• Work to complete: Reproduce the listing below exactly, from its first line down to and including the line with "c.font = font".
------------------------------
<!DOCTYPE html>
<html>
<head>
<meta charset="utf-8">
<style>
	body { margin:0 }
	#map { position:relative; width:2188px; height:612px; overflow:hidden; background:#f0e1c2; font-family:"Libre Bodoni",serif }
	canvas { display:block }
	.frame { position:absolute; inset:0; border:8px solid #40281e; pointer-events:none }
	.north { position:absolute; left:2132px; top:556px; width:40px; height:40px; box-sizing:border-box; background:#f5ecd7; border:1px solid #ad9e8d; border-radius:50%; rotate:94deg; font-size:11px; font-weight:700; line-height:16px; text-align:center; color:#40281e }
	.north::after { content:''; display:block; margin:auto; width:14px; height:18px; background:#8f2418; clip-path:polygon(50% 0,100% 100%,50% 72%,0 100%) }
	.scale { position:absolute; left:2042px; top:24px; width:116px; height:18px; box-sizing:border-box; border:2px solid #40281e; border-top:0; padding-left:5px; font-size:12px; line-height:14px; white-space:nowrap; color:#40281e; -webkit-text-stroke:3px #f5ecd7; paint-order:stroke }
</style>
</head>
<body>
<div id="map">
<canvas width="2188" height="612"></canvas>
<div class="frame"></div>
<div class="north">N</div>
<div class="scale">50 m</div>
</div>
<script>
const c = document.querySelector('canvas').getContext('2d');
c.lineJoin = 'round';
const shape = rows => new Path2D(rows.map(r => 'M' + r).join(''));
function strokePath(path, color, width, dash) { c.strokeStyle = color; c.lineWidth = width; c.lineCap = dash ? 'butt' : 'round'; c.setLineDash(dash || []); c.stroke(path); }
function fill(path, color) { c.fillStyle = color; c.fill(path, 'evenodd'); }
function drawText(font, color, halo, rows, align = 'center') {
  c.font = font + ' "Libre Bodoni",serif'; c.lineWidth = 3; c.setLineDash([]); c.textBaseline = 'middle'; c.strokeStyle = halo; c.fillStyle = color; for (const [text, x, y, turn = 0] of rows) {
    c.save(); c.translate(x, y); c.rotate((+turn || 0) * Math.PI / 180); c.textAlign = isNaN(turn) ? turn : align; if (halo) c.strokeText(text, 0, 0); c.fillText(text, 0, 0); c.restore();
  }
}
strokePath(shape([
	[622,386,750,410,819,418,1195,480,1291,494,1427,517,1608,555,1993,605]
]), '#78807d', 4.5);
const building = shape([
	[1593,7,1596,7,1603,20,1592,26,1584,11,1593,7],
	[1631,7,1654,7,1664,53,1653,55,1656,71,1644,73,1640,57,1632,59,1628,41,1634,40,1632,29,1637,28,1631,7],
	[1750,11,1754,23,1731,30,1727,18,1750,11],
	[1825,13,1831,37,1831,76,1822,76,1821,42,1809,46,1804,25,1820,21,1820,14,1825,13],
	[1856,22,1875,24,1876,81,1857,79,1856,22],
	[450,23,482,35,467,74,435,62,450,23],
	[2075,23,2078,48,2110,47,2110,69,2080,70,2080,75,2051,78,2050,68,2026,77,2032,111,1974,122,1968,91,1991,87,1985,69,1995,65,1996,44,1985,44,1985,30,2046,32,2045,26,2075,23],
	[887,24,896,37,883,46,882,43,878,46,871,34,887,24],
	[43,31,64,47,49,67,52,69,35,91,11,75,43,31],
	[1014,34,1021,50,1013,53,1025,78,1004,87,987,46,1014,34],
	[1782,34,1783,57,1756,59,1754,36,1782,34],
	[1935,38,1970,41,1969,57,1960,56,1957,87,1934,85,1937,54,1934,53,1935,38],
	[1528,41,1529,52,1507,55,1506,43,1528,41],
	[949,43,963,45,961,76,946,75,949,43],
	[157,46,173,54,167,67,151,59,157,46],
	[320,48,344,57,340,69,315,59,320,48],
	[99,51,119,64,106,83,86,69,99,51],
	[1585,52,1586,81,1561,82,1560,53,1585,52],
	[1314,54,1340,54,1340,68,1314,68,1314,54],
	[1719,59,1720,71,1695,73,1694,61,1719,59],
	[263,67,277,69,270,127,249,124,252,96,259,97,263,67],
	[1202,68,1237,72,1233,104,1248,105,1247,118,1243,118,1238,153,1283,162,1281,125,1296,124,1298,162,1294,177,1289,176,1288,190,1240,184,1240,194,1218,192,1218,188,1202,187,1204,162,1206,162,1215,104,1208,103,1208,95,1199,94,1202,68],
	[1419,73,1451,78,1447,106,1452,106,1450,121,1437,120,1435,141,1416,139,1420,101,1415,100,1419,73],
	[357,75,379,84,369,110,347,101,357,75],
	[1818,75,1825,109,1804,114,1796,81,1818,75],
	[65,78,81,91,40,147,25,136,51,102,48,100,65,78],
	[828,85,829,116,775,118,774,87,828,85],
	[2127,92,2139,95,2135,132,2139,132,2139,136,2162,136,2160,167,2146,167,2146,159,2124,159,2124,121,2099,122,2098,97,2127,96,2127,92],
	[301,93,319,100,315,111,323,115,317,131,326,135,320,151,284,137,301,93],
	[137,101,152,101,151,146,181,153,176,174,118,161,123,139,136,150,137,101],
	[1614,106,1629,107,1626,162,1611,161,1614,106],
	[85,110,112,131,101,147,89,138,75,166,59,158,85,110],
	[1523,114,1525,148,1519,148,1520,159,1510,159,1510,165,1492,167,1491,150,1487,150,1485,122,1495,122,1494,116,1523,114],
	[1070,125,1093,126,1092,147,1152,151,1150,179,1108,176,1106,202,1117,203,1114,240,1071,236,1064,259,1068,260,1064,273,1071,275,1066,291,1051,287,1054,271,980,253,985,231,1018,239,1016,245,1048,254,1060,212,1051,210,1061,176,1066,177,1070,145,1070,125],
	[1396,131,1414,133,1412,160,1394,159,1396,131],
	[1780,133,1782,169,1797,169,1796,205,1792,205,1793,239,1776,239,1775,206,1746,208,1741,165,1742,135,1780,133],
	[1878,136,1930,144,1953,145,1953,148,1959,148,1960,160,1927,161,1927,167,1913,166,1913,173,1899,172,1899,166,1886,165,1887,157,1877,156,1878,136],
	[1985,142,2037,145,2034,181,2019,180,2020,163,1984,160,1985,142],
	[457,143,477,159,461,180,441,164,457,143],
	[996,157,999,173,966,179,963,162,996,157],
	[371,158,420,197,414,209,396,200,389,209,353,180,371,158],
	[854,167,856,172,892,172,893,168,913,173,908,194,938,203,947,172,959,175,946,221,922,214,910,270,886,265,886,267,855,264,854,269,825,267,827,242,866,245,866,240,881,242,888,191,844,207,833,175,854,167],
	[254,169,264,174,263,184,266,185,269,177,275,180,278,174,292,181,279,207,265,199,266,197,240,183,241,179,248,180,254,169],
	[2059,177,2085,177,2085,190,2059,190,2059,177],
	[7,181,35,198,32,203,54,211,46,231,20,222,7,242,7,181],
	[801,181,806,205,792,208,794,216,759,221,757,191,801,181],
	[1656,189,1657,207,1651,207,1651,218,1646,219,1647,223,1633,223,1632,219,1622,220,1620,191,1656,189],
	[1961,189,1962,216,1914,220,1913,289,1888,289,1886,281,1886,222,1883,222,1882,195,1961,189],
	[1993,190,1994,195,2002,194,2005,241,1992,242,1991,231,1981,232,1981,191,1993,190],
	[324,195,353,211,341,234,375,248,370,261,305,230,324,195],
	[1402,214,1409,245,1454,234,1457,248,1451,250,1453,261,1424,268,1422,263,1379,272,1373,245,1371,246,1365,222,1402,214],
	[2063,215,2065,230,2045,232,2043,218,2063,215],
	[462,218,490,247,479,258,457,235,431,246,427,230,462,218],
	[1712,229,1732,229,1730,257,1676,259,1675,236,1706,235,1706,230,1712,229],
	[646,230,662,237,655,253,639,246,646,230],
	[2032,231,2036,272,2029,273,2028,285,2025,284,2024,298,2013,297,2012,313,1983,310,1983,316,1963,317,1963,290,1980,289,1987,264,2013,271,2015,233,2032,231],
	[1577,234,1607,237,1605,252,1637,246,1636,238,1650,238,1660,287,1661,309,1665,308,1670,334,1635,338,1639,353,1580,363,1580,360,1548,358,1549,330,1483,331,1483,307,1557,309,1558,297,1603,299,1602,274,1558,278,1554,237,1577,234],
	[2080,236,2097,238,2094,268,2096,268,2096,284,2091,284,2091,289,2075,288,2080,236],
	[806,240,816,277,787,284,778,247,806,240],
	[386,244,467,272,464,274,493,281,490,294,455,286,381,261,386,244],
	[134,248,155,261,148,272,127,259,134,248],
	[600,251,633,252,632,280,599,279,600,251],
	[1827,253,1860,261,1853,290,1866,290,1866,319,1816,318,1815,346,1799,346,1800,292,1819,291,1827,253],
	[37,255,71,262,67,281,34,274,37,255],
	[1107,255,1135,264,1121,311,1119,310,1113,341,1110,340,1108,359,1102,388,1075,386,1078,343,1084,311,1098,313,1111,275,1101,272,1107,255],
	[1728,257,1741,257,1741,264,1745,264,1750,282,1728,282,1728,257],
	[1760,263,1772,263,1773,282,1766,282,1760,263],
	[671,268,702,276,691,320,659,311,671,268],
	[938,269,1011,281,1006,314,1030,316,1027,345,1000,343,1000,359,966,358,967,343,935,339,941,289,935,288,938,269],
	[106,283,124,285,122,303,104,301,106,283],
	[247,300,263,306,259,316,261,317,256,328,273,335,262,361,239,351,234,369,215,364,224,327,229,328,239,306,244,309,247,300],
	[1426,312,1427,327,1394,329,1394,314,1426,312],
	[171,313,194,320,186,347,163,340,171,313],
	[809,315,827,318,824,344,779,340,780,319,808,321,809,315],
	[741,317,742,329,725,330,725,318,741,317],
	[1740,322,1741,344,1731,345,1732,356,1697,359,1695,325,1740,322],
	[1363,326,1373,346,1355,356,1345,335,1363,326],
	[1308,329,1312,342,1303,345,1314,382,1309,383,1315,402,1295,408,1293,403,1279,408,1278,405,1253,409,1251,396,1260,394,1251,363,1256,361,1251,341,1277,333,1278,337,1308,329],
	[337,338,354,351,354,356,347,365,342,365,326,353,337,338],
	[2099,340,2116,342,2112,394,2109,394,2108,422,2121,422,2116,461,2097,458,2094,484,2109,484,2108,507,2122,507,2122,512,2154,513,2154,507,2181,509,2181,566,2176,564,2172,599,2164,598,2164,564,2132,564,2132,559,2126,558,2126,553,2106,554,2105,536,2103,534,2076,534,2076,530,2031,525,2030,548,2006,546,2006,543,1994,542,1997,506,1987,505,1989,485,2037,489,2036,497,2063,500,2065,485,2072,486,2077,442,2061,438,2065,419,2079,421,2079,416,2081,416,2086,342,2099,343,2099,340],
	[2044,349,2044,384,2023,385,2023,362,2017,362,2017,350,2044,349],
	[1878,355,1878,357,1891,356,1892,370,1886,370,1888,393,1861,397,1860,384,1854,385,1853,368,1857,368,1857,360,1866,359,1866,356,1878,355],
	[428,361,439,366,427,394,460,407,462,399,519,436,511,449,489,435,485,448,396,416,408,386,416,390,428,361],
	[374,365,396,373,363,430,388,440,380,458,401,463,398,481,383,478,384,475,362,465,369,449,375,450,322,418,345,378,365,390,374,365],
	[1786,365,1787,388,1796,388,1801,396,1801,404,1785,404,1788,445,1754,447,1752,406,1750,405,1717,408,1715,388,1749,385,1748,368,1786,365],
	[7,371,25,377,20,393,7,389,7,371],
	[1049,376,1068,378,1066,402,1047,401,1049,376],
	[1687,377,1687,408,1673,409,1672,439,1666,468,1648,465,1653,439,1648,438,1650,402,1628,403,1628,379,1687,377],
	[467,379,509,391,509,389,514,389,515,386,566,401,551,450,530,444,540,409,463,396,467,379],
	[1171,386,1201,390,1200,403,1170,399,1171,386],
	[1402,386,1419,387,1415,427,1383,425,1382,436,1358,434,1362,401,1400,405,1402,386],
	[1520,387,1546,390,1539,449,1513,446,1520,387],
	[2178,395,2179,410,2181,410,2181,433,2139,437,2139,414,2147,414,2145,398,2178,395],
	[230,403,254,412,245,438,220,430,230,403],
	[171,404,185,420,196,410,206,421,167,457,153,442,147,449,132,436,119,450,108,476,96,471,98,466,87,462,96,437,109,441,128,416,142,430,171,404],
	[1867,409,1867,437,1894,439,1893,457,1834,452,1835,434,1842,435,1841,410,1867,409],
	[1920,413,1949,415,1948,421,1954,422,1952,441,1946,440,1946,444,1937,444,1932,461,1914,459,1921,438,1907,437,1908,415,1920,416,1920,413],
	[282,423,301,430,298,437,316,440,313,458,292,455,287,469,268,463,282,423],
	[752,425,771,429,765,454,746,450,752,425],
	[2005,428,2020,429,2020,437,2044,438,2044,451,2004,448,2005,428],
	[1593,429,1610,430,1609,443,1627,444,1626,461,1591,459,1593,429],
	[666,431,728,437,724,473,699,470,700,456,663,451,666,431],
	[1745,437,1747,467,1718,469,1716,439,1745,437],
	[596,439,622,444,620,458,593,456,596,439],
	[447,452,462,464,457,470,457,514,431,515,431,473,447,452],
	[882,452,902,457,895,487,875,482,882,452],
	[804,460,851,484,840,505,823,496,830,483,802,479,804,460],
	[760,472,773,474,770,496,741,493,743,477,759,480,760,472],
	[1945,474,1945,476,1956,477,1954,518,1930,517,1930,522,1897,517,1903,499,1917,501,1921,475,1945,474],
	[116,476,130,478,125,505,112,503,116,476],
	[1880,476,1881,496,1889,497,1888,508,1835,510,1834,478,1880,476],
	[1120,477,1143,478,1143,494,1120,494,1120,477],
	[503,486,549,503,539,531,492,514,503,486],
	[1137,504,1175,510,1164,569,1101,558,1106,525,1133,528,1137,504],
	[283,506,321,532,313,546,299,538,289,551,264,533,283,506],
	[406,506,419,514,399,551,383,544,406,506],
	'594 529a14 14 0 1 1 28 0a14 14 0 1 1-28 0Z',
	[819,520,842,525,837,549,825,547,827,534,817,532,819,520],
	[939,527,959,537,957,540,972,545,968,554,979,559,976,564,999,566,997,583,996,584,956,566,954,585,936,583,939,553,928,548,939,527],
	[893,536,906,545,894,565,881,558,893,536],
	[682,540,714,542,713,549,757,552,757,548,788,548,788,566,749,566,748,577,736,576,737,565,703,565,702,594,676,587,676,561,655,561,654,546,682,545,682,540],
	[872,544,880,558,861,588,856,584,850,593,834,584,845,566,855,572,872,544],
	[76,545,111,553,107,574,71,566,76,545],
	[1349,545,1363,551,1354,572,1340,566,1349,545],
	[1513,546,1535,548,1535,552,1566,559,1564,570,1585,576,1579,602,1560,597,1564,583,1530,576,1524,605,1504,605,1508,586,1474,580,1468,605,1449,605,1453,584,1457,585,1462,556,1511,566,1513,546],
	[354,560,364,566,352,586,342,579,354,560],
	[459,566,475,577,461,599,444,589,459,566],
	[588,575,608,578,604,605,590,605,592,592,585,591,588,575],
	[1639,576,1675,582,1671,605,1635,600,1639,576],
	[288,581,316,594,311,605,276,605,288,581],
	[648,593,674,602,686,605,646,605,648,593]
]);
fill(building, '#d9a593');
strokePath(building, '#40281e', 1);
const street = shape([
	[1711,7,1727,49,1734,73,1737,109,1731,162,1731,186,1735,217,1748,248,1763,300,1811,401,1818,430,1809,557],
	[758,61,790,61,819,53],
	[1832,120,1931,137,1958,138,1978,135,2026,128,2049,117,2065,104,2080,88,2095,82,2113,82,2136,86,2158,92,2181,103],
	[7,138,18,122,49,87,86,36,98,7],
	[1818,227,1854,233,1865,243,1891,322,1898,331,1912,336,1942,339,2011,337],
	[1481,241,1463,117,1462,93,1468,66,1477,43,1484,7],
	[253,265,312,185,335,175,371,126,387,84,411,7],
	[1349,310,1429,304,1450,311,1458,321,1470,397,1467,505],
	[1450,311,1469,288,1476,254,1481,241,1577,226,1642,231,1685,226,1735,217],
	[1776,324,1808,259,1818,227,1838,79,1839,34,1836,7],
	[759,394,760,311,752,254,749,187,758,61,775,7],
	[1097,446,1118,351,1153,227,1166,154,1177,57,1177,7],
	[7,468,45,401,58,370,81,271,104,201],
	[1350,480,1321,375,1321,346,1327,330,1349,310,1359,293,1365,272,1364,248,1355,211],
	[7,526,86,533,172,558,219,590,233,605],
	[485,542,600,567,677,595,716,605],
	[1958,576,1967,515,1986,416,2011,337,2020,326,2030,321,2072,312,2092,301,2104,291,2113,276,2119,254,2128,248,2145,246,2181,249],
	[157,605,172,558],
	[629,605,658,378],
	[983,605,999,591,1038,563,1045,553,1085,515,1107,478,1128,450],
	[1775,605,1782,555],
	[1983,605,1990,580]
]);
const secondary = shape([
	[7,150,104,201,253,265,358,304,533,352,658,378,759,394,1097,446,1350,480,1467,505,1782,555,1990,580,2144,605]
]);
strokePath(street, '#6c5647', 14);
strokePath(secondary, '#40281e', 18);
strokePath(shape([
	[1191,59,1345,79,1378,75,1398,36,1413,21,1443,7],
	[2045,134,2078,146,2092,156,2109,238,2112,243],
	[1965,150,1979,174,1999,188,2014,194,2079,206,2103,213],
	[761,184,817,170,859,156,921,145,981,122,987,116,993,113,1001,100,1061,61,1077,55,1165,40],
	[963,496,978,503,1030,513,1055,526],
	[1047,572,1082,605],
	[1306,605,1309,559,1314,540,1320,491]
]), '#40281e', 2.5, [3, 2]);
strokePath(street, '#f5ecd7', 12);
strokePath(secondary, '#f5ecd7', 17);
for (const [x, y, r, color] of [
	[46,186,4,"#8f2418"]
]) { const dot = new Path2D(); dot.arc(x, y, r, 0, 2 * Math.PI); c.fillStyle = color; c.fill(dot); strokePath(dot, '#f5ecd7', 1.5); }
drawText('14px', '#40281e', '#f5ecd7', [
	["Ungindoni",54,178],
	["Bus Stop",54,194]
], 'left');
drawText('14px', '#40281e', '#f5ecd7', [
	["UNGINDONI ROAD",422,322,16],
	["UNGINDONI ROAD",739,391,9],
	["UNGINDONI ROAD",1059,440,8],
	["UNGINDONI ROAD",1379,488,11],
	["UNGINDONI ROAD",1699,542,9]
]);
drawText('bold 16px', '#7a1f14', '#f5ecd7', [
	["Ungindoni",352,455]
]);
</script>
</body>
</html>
------------------------------
• Output:
<!DOCTYPE html>
<html>
<head>
<meta charset="utf-8">
<style>
	body { margin:0 }
	#map { position:relative; width:2188px; height:612px; overflow:hidden; background:#f0e1c2; font-family:"Libre Bodoni",serif }
	canvas { display:block }
	.frame { position:absolute; inset:0; border:8px solid #40281e; pointer-events:none }
	.north { position:absolute; left:2132px; top:556px; width:40px; height:40px; box-sizing:border-box; background:#f5ecd7; border:1px solid #ad9e8d; border-radius:50%; rotate:94deg; font-size:11px; font-weight:700; line-height:16px; text-align:center; color:#40281e }
	.north::after { content:''; display:block; margin:auto; width:14px; height:18px; background:#8f2418; clip-path:polygon(50% 0,100% 100%,50% 72%,0 100%) }
	.scale { position:absolute; left:2042px; top:24px; width:116px; height:18px; box-sizing:border-box; border:2px solid #40281e; border-top:0; padding-left:5px; font-size:12px; line-height:14px; white-space:nowrap; color:#40281e; -webkit-text-stroke:3px #f5ecd7; paint-order:stroke }
</style>
</head>
<body>
<div id="map">
<canvas width="2188" height="612"></canvas>
<div class="frame"></div>
<div class="north">N</div>
<div class="scale">50 m</div>
</div>
<script>
const c = document.querySelector('canvas').getContext('2d');
c.lineJoin = 'round';
const shape = rows => new Path2D(rows.map(r => 'M' + r).join(''));
function strokePath(path, color, width, dash) { c.strokeStyle = color; c.lineWidth = width; c.lineCap = dash ? 'butt' : 'round'; c.setLineDash(dash || []); c.stroke(path); }
function fill(path, color) { c.fillStyle = color; c.fill(path, 'evenodd'); }
function drawText(font, color, halo, rows, align = 'center') {
  c.font = font + ' "Libre Bodoni",serif'; c.lineWidth = 3; c.setLineDash([]); c.textBaseline = 'middle'; c.strokeStyle = halo; c.fillStyle = color; for (const [text, x, y, turn = 0] of rows) {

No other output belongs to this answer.